La Société Civile accompagne l’État Togolais dans la mise en œuvre de ses engagements internationaux en matière de Droits de l’Homme. Les acteurs intervenant dans ce domaine ont finalisé le mardi 29 mai 2019, à Lomé, le rapport alternatif à mi-parcours à soumettre au groupe de travail de l’Examen Périodique Universel (EPU) à Genève en Suisse.

Deux ans après la mise en œuvre des recommandations qui lui ont été formulées lors de son passage devant le conseil des droits de l’ONU, le Togo se prépare pour la 2ème fois consécutive  à soumettre  son rapport à mi–parcours  au titre du 3ème passage de (EPU). La société civile étant aussi appelée à présenter son rapport alternatif à mi-parcours s’y attelle.

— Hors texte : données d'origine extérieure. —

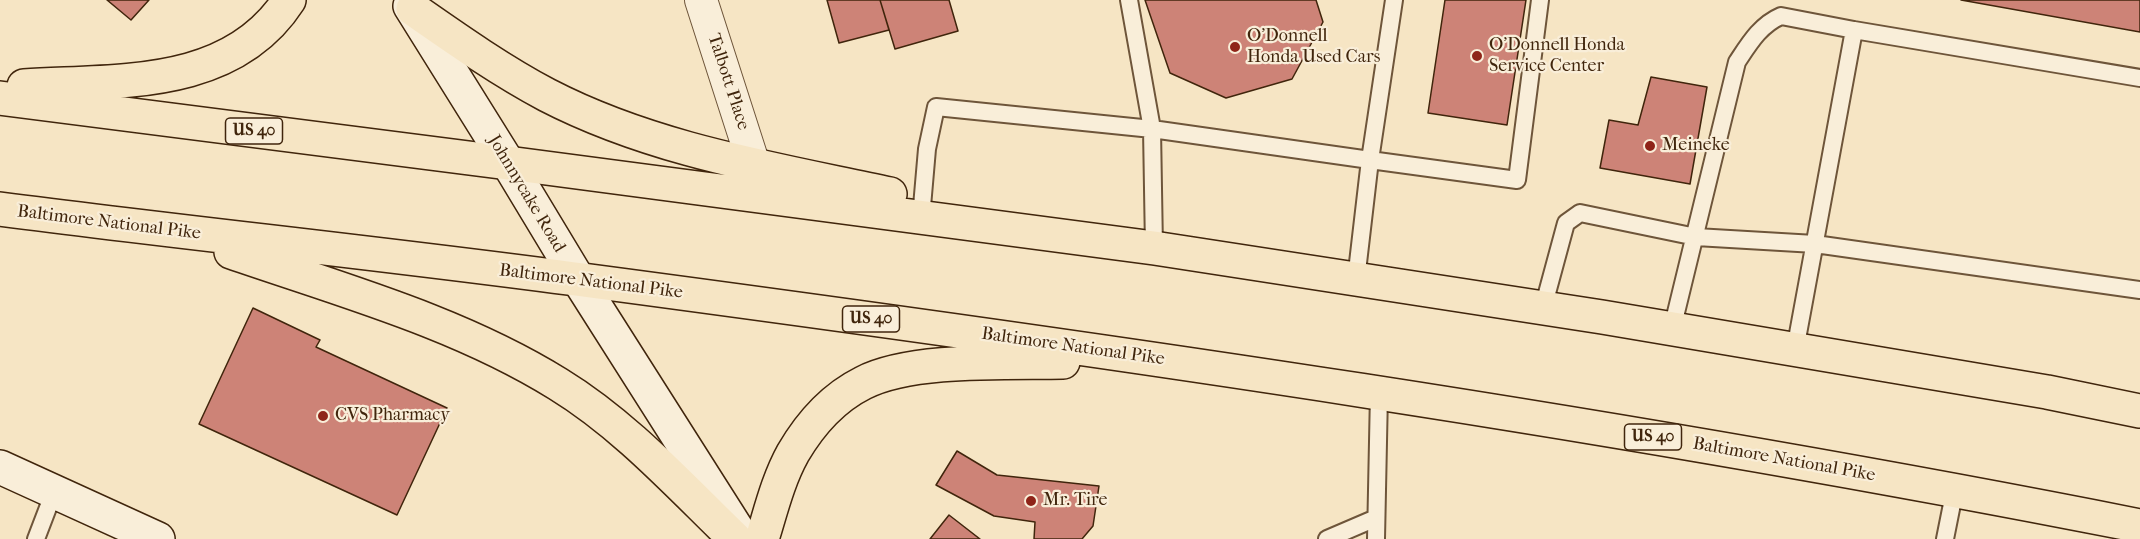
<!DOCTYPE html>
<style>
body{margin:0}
canvas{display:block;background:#f6e5c4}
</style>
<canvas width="2140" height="539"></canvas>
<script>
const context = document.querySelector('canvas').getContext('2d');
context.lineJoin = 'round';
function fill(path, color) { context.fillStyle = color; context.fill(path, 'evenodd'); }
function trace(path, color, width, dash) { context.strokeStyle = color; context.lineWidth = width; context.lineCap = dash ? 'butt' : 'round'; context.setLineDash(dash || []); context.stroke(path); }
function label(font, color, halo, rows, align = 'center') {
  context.font = font + ' "IM FELL French Canon",serif'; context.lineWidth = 4.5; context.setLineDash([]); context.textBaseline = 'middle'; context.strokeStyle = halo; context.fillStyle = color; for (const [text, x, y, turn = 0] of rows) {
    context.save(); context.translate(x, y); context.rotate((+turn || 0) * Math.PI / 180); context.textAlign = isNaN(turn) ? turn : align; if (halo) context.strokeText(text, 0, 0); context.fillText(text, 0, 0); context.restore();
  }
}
const building = new Path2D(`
 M107,0H149L131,20Z
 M827,0H880L889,30L839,43Z
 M880,0H949L958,31L895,49Z
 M1145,0H1316L1323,22L1292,79L1226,98L1170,73Z
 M1445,0H1526L1507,125L1428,113Z
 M1961,0H2140V32Z
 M1651,77L1707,87L1690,184L1600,168L1609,120L1638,125Z
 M253,308L320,340L316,347L447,408L397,515L199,424Z
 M957,451L997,475L1099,486L1093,526L1082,539H1034L1035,522L994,516L936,485Z
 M949,515L980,539H930Z`);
fill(building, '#cd8377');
trace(building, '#40250c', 1.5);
const lane = new Path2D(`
 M1394,0L1370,160L1517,180L1540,0
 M921,218L927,149L936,107L1152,129L1129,0
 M1154,248L1152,129L1370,160L1356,280
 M1543,308L1566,223L1580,213L1696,237L1815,244L2140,290
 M1672,329L1737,62C1749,44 1760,25 1781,16L1854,30
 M1795,350L1854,30L2140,78
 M36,539L54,492
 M1327,539L1376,518
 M1376,539L1379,393
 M1945,539L1955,489`);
const street = new Path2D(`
 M701,0L754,165`);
const secondary = new Path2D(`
 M410,6L508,163L578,279L742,537
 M0,467L158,539`);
const primary = new Path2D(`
 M413,9C456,39 500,70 547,95C653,150 774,169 890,194
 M24,86C117,80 231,90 289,0
 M0,98L508,163L1154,248L1602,317L2047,392L2140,411
 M0,209C194,234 389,254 583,280C1104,349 1624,424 2140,526
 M231,252C341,290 458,322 558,384C625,425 679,485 735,539
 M762,539C771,510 778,480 793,453C810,424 833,398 863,383C911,358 1008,363 1063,362`);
trace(lane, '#6e553a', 20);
trace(street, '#6e553a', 34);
trace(secondary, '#40250c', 36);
trace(primary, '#40250c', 36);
trace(lane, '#f9eed9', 16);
trace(street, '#f9eed9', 32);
trace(secondary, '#f9eed9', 33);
trace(primary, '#f6e5c4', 33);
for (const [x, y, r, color] of [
 [1235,47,6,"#8f2418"],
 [1477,56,6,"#8f2418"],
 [1650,146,6,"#8f2418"],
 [323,416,6,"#8f2418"],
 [1031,501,6,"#8f2418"]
]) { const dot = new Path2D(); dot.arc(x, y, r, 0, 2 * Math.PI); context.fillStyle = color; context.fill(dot); trace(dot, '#f9eed9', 2); }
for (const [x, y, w] of [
 [254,131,57],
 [871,319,57],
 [1653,437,57]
]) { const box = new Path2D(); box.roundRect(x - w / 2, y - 13, w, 26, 4.5); context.fillStyle = '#f9eed9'; context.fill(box); trace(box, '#40250c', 1.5); }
label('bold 16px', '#40250c', null, [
 ["US 40",254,131],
 ["US 40",871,319],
 ["US 40",1653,437]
]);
label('18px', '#40250c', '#f9eed9', [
 ["O'Donnell",1247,37],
 ["Honda Used Cars",1247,58],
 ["O'Donnell Honda",1489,46],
 ["Service Center",1489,67],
 ["Meineke",1662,146],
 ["CVS Pharmacy",335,416],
 ["Mr. Tire",1043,501]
], 'left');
label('18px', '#40250c', '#f9eed9', [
 ["Talbott Place",728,82,72],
 ["Johnnycake Road",526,194,59],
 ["Baltimore National Pike",109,223,7],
 ["Baltimore National Pike",591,282,7],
 ["Baltimore National Pike",1073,347,8],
 ["Baltimore National Pike",1784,460,10]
]);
</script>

Pour M. Spero MAHOULE, président du Collectif des Associations Contre l’Impunité au Togo (CACIT), les domaines prioritaires devant faire l’objet de ce document sont  notamment  les conditions de détention et le droit des femmes. Plusieurs associations sont impliquées dans l’élaboration de ce rapport pour faire avancer le respect des droits de l’homme au Togo a-t-il conclu.

Les travaux de la rencontre ont été ouverts par Mme. HODO Ama Loewu, Directrice de la prévention des conflits au Ministère des Droits de l’Homme et chargé des relations avec les institutions de la République.

Le prochain passage du Togo devant le conseil des droits de l’homme de l’ONU pour son examen périodique universel est prévu pour 2021.